■ **WHAT YOU HAVE TO DO**:
Search the material for lines containing the word "stop", and copy each one.

■ **LISTED RECORDS**:

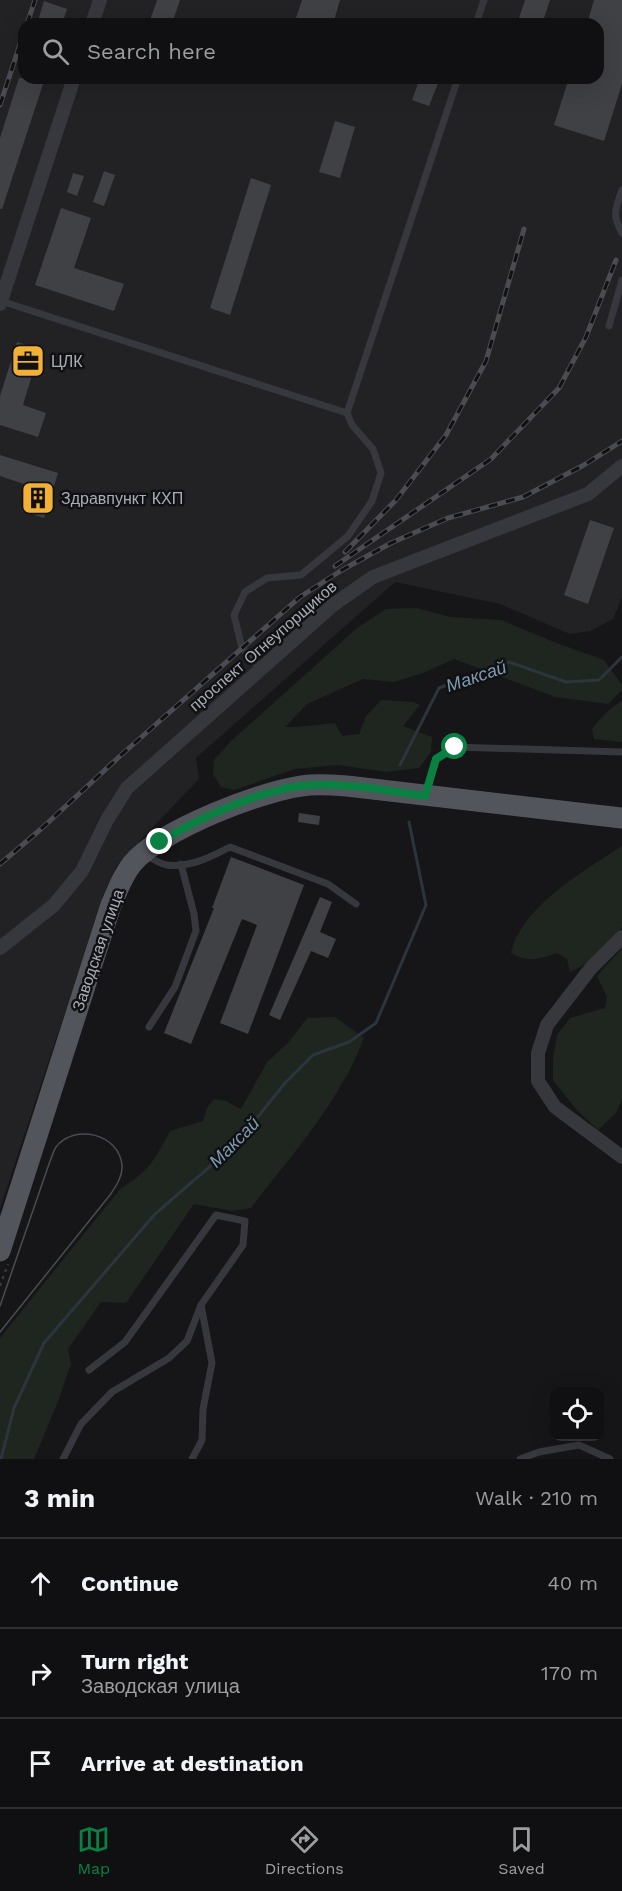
<!DOCTYPE html>
<meta charset="utf-8">
<style>
:root{--surface:#101012;--page:#1e1e20;--text:#f1f3f6;--muted:#9c9d9f;--line:#303032;--accent:#0b8043}
body{margin:0;font-family:"Work Sans",sans-serif;background:var(--page);color:var(--text)}
.controls{position:absolute;right:18px;bottom:18px;display:grid;overflow:hidden;border-radius:12px;box-shadow:0 6px 24px #0002}
.controls button{width:54px;height:54px;display:grid;place-items:center;padding:0;border:0;border-bottom:2px solid var(--line);background:var(--surface);color:var(--text);font:30px sans-serif}
.stop{position:absolute;width:18px;height:18px;margin:-14px;border:4px solid #0b8043;border-radius:50%;background:#fff}
.stop.end{background:#0b8043;border-color:#fff;box-shadow:0 2px 6px #0008}
.list{margin:0;padding:0;list-style:none}
h2{display:flex;justify-content:space-between;align-items:center;height:78px;margin:0;padding:0 24px;font-size:26px}
h2 small{font-size:20px;font-weight:400;color:var(--muted)}
.list li{display:grid;grid-template-columns:39px 1fr auto;gap:18px;align-items:center;box-sizing:border-box;height:90px;padding:0 24px;border-top:2px solid var(--line)}
.list b{display:block;font-size:22px;white-space:nowrap}
.list p{margin:0;font-size:20px;white-space:nowrap;color:var(--muted)}
.list em{font-size:20px;font-style:normal;color:var(--muted)}
.icon{flex:none;width:33px;height:33px;fill:none;stroke:currentColor;stroke-width:2;stroke-linecap:round;stroke-linejoin:round}
.map{position:relative;flex:none;width:622px;height:1459px;overflow:hidden}
.search{position:absolute;background:var(--surface);box-shadow:0 6px 24px #0002;left:18px;right:18px;top:18px;height:66px;display:flex;align-items:center;gap:15px;box-sizing:border-box;padding:0 21px;border-radius:18px;color:var(--muted);font-size:22px}
.sheet{height:348px;background:var(--surface)}
nav{display:flex;justify-content:space-around;align-items:center;box-sizing:border-box;height:84px;border-top:2px solid var(--line);background:var(--surface);font-size:16px;color:var(--muted)}
nav a{display:grid;justify-items:center;gap:3px}
nav .on{color:var(--accent)}
.map>svg:first-child{display:block}
.built{fill:#222225;fill-rule:evenodd}
.green{fill:#1e261f}
.lines{fill:none;stroke-linecap:round;stroke-linejoin:round}
.stream{stroke:#2c353c;stroke-width:3}
.building{fill:#404145}
.path{stroke:#3d3f44;stroke-width:2;stroke-dasharray:3 4.5;stroke-linecap:butt}
.service{stroke:#37383d;stroke-width:7}
.minor{stroke:#37383d;stroke-width:14}
.primary{stroke:#53555c;stroke-width:21}
.tram{stroke:#4a4c52;stroke-width:1.5}
.rail-casing{stroke:#4a4c52;stroke-width:5}
.rail{stroke:#111113;stroke-width:3;stroke-dasharray:9;stroke-linecap:butt}
.route{stroke:#0b8043;stroke-width:8}
.labels{text-anchor:middle;dominant-baseline:central;stroke-width:5;stroke-linejoin:round;paint-order:stroke}
.poi-label{font-size:16px;fill:#a8adb8;stroke:#111113;text-anchor:start}
.street-label{font-size:16px;fill:#a8adb8;stroke:#111113}
.water-label{font-size:18px;font-style:italic;fill:#7f9bb3;stroke:#111113}
</style>
<div class="map">
<svg width="622" height="1459" viewBox="0 0 622 1459">
<rect width="100%" height="100%" fill="#161618"/>
<!-- built -->
<path class="built" d="M0,0H622V597L613,619L590,631L570,634L500,604L395,582L196,758L199,779L116,866L53,1048L0,1209ZM24,24H598V78H24Z"/>
<!-- green -->
<g class="green">
<polygon points="417,608 450,617 501,620 554,642 604,660 622,685 622,690 608,704 555,697 454,659 423,673 394,682 363,679 307,704 285,727 296,727 335,723 342,736 359,734 366,716 381,700 413,702 420,705 403,726 432,737 431,752 419,768 387,772 338,765 295,769 234,790 221,787 213,774 214,760 230,742 357,628 386,609"/>
<path d="M622,701V742L594,739L592,729C601,717 609,709 622,701Z"/>
<path d="M622,846V927C607,944 592,963 570,972L567,959L557,953C539,959 528,963 511,953C522,906 584,871 622,846Z"/>
<polygon points="622,948 622,1099 616,1113 598,1130 576,1109 553,1080 553,1059 557,1035 570,1018 605,1008 607,997 597,976"/>
<path d="M335,1017L364,1038C341,1100 291,1156 251,1208L232,1211L194,1204L126,1303L101,1302L68,1349L71,1364L57,1404L34,1459H0V1338L121,1188C148,1173 156,1158 170,1131L203,1121L207,1108L214,1099L226,1101L241,1109L267,1062L288,1043L307,1018Z"/>
</g>
<g class="lines">
<!-- stream -->
<g class="stream">
<polyline points="400,765 439,688 509,662 566,682 599,680 622,657"/>
<polyline points="1,1459 14,1408 44,1343 155,1214 236,1144 285,1083 313,1055 349,1042 376,1023 426,905 409,822"/>
</g>
</g>
<!-- building -->
<g class="building">
<polygon points="157,0 180,0 172,24 162,24 150,20"/>
<polygon points="302,0 340,0 333,24 294,24"/>
<polygon points="525,0 550,0 542,24 517,24"/>
<polygon points="594,0 622,0 622,84 604,141 554,125 569,78 598,78 598,24 587,24"/>
<polygon points="44,1 67,9 62,24 37,24"/>
<polygon points="19,78 45,78 2,209 0,209 0,138"/>
<polygon points="420,78 440,78 429,106 412,100"/>
<polygon points="335,121 355,127 340,178 319,172"/>
<polygon points="104,171 115,175 104,206 93,202"/>
<polygon points="73,173 84,176 77,196 67,192"/>
<polygon points="251,178 271,185 230,315 210,308"/>
<polygon points="61,208 91,218 74,268 124,284 114,311 35,285"/>
<polygon points="17,342 40,349 23,405 46,413 38,437 0,425 0,396"/>
<polygon points="0,455 58,473 44,518 22,511 30,486 0,476"/>
<polygon points="590,520 614,528 588,604 564,595"/>
<polygon points="299,813 320,816 319,825 298,822"/>
<polygon points="231,857 304,885 248,1034 220,1023 257,925 242,919 191,1044 164,1033 214,908 212,908"/>
<polygon points="320,897 332,902 320,932 336,939 328,958 311,951 280,1020 269,1015"/>
</g>
<g class="lines">
<!-- path -->
<polyline class="path" points="0,1286 8,1264"/>
<!-- service -->
<g class="service">
<polyline points="476,24 484,0"/>
<path d="M622,190C615,210 612,214 622,233"/>
<polyline points="1,301 347,413"/>
<polyline points="609,326 622,280"/>
<polyline points="261,669 242,648 234,615 245,592 267,578 301,575 348,536 372,501 381,473 373,449 352,425 347,413 458,78"/>
<polyline points="426,793 436,759 455,747 622,752"/>
<path d="M145,855C152,858 160,864 167,865C189,868 211,857 230,847L328,884L356,904"/>
<polyline points="149,1027 175,987 196,931 194,914 181,864"/>
<polyline points="89,1370 125,1342 216,1215 245,1221 243,1245 201,1305 212,1363 203,1409 202,1440 192,1459"/>
<polyline points="63,1459 81,1424 112,1392 169,1358 187,1341 201,1305"/>
<polyline points="520,1459 539,1452 579,1445 610,1459"/>
</g>
<!-- minor -->
<g class="minor">
<polyline points="92,24 100,0"/>
<polyline points="0,304 74,78"/>
<polyline points="622,937 591,968 547,1025 538,1053 538,1081 555,1107 622,1157"/>
<polyline points="0,948 54,905 82,871 107,820 127,788 333,605 373,577 588,494 622,466"/>
</g>
<!-- primary -->
<path class="primary" d="M0,1251L111,905C117,892 122,876 132,864C159,830 267,788 310,785C322,784 335,785 347,786L622,818"/>
<!-- tram -->
<path class="tram" d="M0,1306L49,1164C51,1159 53,1152 56,1147C75,1123 119,1134 122,1165C123,1176 116,1186 110,1195L0,1332"/>
<!-- rail casing -->
<g class="rail-casing">
<g id="rail">
<polyline points="27,24 35,0"/>
<polyline points="0,105 24,32"/>
<polyline points="345,552 396,500 446,435 486,361 524,229"/>
<polyline points="335,566 491,459 559,388 586,337 616,260"/>
<polyline points="0,864 41,829 120,756 300,597 342,570 391,543 448,518 523,497 584,465 622,441"/>
</g>
</g>
<!-- rail -->
<use href="#rail" class="rail"/>
</g>
<g class="lines">
<!-- route -->
<path class="route" d="M160,842C201,817 263,788 311,785C349,783 388,791 425,796L436,759L455,747"/>
</g>
<!-- icons -->
<defs>
<g id="office-square" transform="scale(1.725)"><rect x="-9" y="-9" width="18" height="18" rx="4" fill="#f2b134" stroke="#111113"/><path d="M-6-3h4V-5.5h4V-3h4V5H-6ZM-1-4.5V-3h2v-1.5ZM-6 0V1H6V0Z" fill="#111"/></g>
<g id="building-square" transform="scale(1.725)"><rect x="-9" y="-9" width="18" height="18" rx="4" fill="#f2b134" stroke="#111113"/><path d="M-4-6H4V6H1V3H-1V6H-4ZM-2.5-4.3h1.7v1.8h-1.7ZM.8-4.3h1.7v1.8H.8ZM-2.5-1h1.7V.8h-1.7ZM.8-1h1.7V.8H.8Z" fill="#111"/></g>
</defs>
<g fill-rule="evenodd">
<use href="#office-square" x="28" y="361"/>
<use href="#building-square" x="38" y="498"/>
</g>
<g class="labels">
<!-- poi labels -->
<g class="poi-label">
<text x="51" y="361">ЦЛК</text>
<text x="61" y="498">Здравпункт КХП</text>
</g>
<!-- street labels -->
<g class="street-label">
<text transform="translate(263 646) rotate(-41)">проспект Огнеупорщиков</text>
<text transform="translate(98 950) rotate(-71)">Заводская улица</text>
</g>
<!-- water labels -->
<g class="water-label">
<text transform="translate(476 676) rotate(-19)">Максай</text>
<text transform="translate(234 1142) rotate(-45)">Максай</text>
</g>
</g>
</svg>
<div class="controls">
<button><svg class="icon" aria-label="locate" viewBox="0 0 24 24"><circle cx="12" cy="12" r="6"/><path d="M12 2v4M12 18v4M2 12h4M18 12h4"/></svg></button>
</div>
<div class="stop" style="left:455px;top:747px"></div>
<div class="stop end" style="left:160px;top:842px"></div>
<div class="search"><svg class="icon" aria-label="search" viewBox="0 0 24 24"><circle cx="10" cy="10" r="6"/><path d="M15 15l6 6"/></svg>Search here</div>
</div>
<section class="sheet">
<h2>3 min<small>Walk · 210 m</small></h2>
<ul class="list">
<li><svg class="icon" aria-label="ahead" viewBox="0 0 24 24"><path d="M12 20V5M6 11l6-6 6 6"/></svg><div><b>Continue</b></div><em>40 m</em></li>
<li><svg class="icon" aria-label="right" viewBox="0 0 24 24"><path d="M7 20v-9h11M14 6l5 5-5 5"/></svg><div><b>Turn right</b><p>Заводская улица</p></div><em>170 m</em></li>
<li><svg class="icon" aria-label="arrive" viewBox="0 0 24 24"><path d="M6 21V4h12l-3 4 3 4H6"/></svg><div><b>Arrive at destination</b></div></li>
</ul>
</section>
<nav>
<a class="on"><svg class="icon" aria-label="map" viewBox="0 0 24 24"><path d="M3 6l6-2 6 2 6-2v14l-6 2-6-2-6 2zM9 4v14M15 6v14"/></svg>Map</a>
<a><svg class="icon" aria-label="directions" viewBox="0 0 24 24"><path d="M12 3l9 9-9 9-9-9zM9 14v-3h6M13 9l2 2-2 2"/></svg>Directions</a>
<a><svg class="icon" aria-label="saved" viewBox="0 0 24 24"><path d="M7 4h10v16l-5-4-5 4z"/></svg>Saved</a>
</nav>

■ **OUTPUT FOR THIS TASK**:
.stop{position:absolute;width:18px;height:18px;margin:-14px;border:4px solid #0b8043;border-radius:50%;background:#fff}
.stop.end{background:#0b8043;border-color:#fff;box-shadow:0 2px 6px #0008}
<div class="stop" style="left:455px;top:747px"></div>
<div class="stop end" style="left:160px;top:842px"></div>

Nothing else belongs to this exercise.